[Stored items]
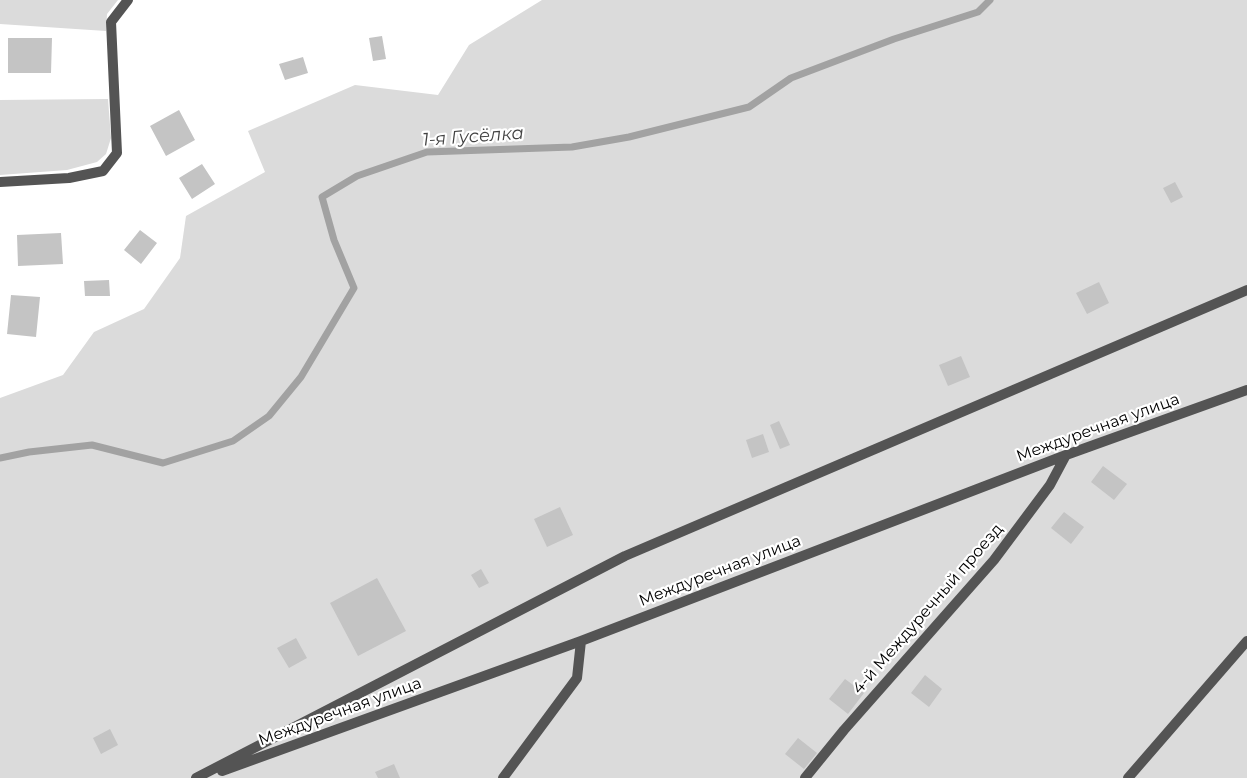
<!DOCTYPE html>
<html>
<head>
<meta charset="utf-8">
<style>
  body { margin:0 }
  canvas { display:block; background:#fff }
</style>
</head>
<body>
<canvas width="1247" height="778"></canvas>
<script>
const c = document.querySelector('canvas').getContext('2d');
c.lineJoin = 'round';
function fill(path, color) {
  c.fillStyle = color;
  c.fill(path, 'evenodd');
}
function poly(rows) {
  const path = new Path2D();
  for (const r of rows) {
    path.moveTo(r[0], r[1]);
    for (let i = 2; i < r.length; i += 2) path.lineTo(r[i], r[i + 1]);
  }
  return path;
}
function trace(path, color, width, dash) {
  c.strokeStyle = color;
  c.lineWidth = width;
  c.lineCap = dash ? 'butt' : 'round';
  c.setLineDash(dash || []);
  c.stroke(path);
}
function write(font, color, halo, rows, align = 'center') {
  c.font = font + ' Montserrat,sans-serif';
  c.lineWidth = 4.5;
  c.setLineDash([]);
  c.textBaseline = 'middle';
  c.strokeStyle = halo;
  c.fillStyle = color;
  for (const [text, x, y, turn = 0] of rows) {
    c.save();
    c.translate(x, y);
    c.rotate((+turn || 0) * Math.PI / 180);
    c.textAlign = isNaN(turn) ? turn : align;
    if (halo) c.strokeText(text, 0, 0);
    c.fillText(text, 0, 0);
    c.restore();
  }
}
fill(poly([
  [0,0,118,0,107,14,106,31,0,24],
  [542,0,1247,0,1247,778,0,778,0,398,63,375,94,332,144,309,180,258,186,216,265,172,248,131,355,85,438,95,469,45],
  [108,99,111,138,106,154,97,162,67,170,0,175,0,100]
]), '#dbdbdb');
trace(poly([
  [0,458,29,452,92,445,163,463,233,441,269,416,301,377,354,288,334,240,322,197,357,176,427,152,572,147,629,137,749,107,791,78,894,39,978,12,990,0]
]), '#a2a2a2', 7);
fill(poly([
  [382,36,386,59,373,61,369,38],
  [8,38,52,38,51,73,8,73],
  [303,57,308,73,285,80,279,64],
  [179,110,195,140,166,156,150,126],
  [202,164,215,184,192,199,179,178],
  [1175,182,1183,197,1171,203,1163,188],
  [140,230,157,243,141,264,124,250],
  [61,233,63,264,18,266,17,235],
  [109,280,110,296,85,296,84,281],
  [1099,282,1109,303,1087,314,1076,293],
  [11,295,40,297,36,337,7,334],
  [961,356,970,377,948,386,939,365],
  [779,421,790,445,780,449,770,425],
  [763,434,769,452,752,458,746,440],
  [1103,466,1127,484,1114,500,1091,482],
  [560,507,573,535,547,547,534,519],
  [1064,512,1084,527,1071,544,1051,528],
  [481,569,489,583,479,588,471,575],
  [377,578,406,631,358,656,330,603],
  [296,638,307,658,289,668,277,648],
  [925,675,942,689,929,707,911,693],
  [845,679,864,693,848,714,829,699],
  [110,729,118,745,101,754,93,738],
  [798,738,817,753,804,769,785,754],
  [394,764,400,778,378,778,375,772]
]), '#c4c4c4');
trace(poly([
  [0,182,69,178,103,171,117,153,111,22,128,0],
  [222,771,581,641,1066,455,1247,390],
  [196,778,625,556,1247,290],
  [503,778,577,678,581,641],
  [805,778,844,730,994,560,1050,485,1066,455],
  [1128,778,1247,641]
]), '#545454', 10);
write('16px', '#000', '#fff', [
  ["Междуречная улица",1098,428,-20],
  ["Междуречная улица",720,571,-21],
  ["4-й Междуречный проезд",928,609,-49],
  ["Междуречная улица",340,712,-20]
]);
write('italic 18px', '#434343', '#fff', [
  ["1-я Гусёлка",473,137,-4]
]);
</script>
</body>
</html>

Exercise details:
Find all lines in the records that hold the word "align". Copy them.

Output below:
function write(font, color, halo, rows, align = 'center') {
    c.textAlign = isNaN(turn) ? turn : align;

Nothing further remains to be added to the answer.